UT_comids <- get_UT(flowline, start_comid) UT_comids
If you are familiar with the NHDPlus, you will recognize that now that we have this list of COMIDs, we could go off and do all sorts of things with the various flowline attributes. For now, let's just use the COMID list to filter our
data.frame and plot it with our other layers.
plot(sf::st_geometry(flowline)) plot(start_point, cex = 1.5, lwd = 2, col = "red", add = TRUE) plot(sf::st_geometry(dplyr::filter(flowline, COMID %in% UT_comids)), add=TRUE, col = "red", lwd = 2)
Say you want to save the network subset for later use in R or in some other GIS. The subset_nhdplus() function is your friend. If you have the whole national seamless database downloaded, you can pull out large subsets of it like shown below. If you don't have the whole national seamless, look at the second example in this section.
output_file <- file.path(temp_dir, "subset.gpkg") output_file <-subset_nhdplus(comids = UT_comids, output_file = output_file, nhdplus_data = nhdplus_path()) sf::st_layers(output_file)

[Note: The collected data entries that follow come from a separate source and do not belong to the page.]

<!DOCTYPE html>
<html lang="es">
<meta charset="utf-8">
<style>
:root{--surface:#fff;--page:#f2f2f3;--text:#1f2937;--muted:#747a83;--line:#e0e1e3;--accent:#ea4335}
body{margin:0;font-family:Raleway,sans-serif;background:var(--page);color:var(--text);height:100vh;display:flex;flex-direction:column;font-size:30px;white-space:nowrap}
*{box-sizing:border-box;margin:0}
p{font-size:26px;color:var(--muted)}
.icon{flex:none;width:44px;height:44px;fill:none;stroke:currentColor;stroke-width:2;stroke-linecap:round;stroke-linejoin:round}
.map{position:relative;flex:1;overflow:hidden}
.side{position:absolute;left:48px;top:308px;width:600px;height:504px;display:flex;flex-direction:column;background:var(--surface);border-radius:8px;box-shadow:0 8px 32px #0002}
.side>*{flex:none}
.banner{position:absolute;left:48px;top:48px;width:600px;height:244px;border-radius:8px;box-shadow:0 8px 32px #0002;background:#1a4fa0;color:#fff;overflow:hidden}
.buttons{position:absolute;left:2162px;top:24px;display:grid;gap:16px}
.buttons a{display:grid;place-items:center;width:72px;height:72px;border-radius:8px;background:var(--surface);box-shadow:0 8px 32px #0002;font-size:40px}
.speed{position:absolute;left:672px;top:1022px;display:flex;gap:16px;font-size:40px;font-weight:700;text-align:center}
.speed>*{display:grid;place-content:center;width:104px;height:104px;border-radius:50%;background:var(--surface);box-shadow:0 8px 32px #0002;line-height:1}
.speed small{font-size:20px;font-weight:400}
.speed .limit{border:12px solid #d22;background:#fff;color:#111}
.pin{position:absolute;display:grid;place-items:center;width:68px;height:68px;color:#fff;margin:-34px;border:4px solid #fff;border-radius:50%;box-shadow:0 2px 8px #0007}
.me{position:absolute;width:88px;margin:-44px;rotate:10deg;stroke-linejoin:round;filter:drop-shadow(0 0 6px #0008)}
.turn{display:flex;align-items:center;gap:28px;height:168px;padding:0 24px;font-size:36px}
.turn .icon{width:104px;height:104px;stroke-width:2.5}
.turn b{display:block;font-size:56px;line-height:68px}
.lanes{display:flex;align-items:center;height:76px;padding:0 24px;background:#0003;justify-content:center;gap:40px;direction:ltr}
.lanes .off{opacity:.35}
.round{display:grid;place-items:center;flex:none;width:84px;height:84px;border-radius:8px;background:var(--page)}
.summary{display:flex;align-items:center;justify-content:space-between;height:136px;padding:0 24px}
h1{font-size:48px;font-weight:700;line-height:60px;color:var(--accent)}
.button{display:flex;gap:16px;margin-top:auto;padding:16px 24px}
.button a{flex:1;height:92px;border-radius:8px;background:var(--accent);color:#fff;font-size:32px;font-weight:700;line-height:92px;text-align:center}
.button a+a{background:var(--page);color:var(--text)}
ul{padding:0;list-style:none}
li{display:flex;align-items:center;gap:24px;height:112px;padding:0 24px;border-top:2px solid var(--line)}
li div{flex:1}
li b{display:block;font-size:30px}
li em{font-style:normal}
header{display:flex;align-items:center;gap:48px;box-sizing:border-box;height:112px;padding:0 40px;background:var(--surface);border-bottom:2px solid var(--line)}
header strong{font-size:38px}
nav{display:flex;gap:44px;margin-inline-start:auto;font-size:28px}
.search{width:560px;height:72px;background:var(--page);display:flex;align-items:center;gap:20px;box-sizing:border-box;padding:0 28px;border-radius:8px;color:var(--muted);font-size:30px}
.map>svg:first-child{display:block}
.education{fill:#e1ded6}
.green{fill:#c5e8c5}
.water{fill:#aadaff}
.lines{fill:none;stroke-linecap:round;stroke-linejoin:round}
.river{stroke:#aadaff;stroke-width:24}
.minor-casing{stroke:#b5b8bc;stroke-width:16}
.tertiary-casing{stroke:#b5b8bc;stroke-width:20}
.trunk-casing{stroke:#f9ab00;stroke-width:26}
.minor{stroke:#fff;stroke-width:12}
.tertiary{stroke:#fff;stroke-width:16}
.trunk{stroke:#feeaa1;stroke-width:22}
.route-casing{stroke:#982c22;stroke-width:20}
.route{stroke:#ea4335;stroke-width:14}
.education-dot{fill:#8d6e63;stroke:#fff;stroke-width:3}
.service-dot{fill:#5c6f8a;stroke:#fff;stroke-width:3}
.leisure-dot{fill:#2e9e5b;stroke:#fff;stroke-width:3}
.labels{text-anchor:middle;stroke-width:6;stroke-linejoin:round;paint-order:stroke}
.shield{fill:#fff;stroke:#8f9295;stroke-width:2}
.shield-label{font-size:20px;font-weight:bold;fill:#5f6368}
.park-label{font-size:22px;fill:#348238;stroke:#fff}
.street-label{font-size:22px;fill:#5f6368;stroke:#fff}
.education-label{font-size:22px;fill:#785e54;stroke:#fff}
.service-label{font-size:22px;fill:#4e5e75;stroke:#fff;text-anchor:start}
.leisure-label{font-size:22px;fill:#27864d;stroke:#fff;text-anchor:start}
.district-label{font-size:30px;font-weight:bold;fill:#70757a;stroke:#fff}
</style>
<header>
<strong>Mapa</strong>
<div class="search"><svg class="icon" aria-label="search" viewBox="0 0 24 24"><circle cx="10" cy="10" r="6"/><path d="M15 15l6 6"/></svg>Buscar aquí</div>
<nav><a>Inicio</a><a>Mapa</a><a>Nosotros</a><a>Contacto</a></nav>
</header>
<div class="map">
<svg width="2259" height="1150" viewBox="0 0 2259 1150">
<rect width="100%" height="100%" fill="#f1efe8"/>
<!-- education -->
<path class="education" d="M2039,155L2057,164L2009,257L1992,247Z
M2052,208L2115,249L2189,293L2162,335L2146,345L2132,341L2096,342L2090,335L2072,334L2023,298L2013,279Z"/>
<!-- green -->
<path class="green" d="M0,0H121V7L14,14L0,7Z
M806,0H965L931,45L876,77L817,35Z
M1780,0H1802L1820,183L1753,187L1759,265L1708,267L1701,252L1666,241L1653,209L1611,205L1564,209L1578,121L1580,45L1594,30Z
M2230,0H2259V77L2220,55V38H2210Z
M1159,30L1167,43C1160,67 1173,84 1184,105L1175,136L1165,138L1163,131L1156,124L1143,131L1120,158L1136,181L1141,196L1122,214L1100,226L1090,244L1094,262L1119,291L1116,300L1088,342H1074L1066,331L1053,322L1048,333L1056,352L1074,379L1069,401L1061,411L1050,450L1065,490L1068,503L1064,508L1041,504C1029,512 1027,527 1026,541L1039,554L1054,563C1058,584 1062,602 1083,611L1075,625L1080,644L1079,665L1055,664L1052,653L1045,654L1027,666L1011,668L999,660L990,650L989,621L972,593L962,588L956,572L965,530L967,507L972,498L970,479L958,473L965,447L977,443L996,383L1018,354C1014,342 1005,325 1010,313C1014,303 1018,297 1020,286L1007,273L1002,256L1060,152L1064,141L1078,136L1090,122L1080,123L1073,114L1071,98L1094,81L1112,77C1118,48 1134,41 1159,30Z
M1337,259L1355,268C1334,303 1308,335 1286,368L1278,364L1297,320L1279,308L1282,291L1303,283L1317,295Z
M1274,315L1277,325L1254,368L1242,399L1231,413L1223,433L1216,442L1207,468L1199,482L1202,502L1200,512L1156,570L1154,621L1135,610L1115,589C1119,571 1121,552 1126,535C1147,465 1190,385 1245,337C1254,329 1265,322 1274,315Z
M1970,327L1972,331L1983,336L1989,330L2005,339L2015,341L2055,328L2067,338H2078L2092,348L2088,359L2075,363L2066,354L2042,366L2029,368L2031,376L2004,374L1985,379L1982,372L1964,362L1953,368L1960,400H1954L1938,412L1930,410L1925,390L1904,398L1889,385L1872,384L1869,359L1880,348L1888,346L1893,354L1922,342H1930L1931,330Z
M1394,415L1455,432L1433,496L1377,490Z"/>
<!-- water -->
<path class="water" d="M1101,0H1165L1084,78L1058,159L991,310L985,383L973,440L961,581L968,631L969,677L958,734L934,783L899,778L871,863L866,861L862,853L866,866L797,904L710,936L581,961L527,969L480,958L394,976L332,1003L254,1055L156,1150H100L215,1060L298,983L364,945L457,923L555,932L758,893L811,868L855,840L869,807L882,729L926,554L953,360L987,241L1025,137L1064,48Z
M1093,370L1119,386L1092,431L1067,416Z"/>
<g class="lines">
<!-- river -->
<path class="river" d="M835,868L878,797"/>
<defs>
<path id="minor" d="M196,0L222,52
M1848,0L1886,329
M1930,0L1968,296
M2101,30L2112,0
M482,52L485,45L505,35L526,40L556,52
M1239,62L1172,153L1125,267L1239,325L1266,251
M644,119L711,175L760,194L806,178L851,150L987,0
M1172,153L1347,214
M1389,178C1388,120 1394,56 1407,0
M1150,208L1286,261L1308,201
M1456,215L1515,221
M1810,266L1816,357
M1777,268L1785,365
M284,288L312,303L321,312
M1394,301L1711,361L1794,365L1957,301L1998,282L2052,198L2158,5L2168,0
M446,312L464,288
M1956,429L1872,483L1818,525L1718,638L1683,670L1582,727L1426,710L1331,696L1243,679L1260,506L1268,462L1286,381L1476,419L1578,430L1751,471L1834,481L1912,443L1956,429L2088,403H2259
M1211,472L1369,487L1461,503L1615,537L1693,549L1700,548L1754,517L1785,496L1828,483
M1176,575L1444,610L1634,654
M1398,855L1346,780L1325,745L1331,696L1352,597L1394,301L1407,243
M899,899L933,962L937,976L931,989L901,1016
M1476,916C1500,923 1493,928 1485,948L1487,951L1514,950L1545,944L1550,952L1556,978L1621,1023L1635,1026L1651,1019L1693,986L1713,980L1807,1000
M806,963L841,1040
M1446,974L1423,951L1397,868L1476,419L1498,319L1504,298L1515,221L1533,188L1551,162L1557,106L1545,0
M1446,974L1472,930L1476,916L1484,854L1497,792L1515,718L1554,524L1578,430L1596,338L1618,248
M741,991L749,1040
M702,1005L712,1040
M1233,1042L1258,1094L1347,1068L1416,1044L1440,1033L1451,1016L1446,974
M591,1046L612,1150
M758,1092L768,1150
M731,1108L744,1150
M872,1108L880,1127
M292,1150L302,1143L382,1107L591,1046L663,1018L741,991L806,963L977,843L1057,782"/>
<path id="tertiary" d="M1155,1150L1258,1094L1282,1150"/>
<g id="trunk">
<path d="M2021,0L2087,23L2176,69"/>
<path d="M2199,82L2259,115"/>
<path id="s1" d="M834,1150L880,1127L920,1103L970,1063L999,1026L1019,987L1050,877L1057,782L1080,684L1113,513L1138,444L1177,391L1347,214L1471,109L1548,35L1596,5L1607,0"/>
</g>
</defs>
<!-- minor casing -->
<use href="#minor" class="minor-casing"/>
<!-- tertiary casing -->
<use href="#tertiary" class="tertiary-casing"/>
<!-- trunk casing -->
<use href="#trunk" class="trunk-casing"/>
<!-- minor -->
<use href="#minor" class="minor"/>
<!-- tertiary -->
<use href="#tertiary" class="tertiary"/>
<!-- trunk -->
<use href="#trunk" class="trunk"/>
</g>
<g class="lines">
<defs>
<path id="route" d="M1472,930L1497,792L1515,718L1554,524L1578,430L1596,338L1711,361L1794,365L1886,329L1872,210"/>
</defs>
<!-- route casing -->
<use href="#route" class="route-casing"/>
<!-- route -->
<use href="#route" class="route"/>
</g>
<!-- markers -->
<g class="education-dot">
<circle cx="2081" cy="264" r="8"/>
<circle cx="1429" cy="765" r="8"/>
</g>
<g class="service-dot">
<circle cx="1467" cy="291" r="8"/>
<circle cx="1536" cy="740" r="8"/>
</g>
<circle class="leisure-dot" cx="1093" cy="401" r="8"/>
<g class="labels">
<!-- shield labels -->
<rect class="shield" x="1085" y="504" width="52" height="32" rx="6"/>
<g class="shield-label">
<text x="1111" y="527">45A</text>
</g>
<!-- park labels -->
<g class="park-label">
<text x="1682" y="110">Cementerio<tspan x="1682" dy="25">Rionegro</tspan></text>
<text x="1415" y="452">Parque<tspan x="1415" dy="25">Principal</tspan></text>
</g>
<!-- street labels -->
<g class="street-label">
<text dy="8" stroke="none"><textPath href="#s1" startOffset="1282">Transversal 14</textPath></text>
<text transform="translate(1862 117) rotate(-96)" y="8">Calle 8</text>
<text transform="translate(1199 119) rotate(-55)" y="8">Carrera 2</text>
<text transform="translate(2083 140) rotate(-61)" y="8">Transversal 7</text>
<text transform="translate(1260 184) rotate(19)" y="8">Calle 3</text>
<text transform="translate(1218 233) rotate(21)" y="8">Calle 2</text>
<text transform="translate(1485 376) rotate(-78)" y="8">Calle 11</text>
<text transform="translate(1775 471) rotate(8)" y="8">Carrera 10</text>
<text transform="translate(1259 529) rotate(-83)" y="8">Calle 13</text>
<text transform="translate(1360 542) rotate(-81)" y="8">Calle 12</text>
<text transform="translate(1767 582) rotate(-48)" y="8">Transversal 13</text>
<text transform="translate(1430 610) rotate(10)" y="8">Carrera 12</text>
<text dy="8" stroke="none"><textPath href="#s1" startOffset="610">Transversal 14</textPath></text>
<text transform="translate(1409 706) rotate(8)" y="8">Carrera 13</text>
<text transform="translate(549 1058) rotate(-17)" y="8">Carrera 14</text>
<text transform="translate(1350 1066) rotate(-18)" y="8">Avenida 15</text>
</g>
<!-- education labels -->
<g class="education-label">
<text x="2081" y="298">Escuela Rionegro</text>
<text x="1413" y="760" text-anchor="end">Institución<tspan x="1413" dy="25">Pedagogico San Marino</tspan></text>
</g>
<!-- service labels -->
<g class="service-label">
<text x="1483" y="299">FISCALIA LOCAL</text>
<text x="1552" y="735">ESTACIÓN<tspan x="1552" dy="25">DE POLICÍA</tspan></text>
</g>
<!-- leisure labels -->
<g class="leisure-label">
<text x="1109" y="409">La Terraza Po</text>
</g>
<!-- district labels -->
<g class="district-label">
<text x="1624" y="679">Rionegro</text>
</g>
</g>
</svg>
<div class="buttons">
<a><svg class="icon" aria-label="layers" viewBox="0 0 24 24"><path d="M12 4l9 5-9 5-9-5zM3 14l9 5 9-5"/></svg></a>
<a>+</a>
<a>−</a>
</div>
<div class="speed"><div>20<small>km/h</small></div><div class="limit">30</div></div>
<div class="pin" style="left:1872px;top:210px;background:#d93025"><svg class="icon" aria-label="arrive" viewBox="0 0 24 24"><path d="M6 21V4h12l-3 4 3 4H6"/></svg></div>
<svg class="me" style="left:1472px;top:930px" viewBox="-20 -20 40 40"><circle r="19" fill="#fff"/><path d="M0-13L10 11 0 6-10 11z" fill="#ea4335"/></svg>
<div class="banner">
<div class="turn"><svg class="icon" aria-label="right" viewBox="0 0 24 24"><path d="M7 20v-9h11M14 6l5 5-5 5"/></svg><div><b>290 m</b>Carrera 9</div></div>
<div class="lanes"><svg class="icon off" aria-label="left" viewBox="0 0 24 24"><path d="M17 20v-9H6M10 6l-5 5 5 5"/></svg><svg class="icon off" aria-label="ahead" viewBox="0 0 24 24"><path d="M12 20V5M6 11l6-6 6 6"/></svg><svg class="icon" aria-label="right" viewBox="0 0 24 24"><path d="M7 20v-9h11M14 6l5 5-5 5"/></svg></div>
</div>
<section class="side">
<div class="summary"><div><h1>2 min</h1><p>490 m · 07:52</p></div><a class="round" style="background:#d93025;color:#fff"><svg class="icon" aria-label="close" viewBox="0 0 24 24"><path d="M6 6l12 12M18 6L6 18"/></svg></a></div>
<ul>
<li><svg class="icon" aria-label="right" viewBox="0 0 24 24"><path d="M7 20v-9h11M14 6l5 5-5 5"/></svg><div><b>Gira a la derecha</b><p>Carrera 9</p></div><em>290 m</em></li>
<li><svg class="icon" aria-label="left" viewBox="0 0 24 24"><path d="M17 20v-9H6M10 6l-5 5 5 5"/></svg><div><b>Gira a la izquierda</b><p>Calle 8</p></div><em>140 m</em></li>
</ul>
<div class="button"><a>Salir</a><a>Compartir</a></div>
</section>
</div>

Now we have an output geopackage that can be used later. It contains the network subset of catchments and flowlines as well as a spatial subset of other laters as shown in the status output above. To complete the demonstration, here are a couple more layers plotted up.
catchment <- sf::read_sf(output_file, "CatchmentSP") waterbody <- sf::read_sf(output_file, "NHDWaterbody") plot(sf::st_geometry(flowline)) plot(start_point, cex = 1.5, lwd = 2, col = "red", add = TRUE) plot(sf::st_geometry(dplyr::filter(flowline, COMID %in% UT_comids)), add=TRUE, col = "red", lwd = 2) plot(sf::st_geometry(catchment), add = TRUE) plot(sf::st_geometry(waterbody), col = rgb(0, 0, 1, alpha = 0.5), add = TRUE)
Expect more in this space as
nhdplustTools progresses. Right now, one indexing method has been implemented. Using the data above, we can use the
get_flowline_index() function to get the comid, reachcode, and measure of our starting point like this.
get_flowline_index() will work with a list of points too. For demonstration purposes, we can use the gages in our subset from above.
gage <- sf::read_sf(output_file, "Gage") get_flowline_index(flowline, sf::st_geometry(gage), precision = 10)
For more info about
get_flowline_index() see the article
vignette("point_indexing") about it or the reference page that describes it.
The NHDPlus tools package has been developed in support of an experimental NHDPlus refactoring workflow to normalize the size of catchments and resolve particular network locations. If this work is of interest, it can be found in the network_refactor branch of this repository.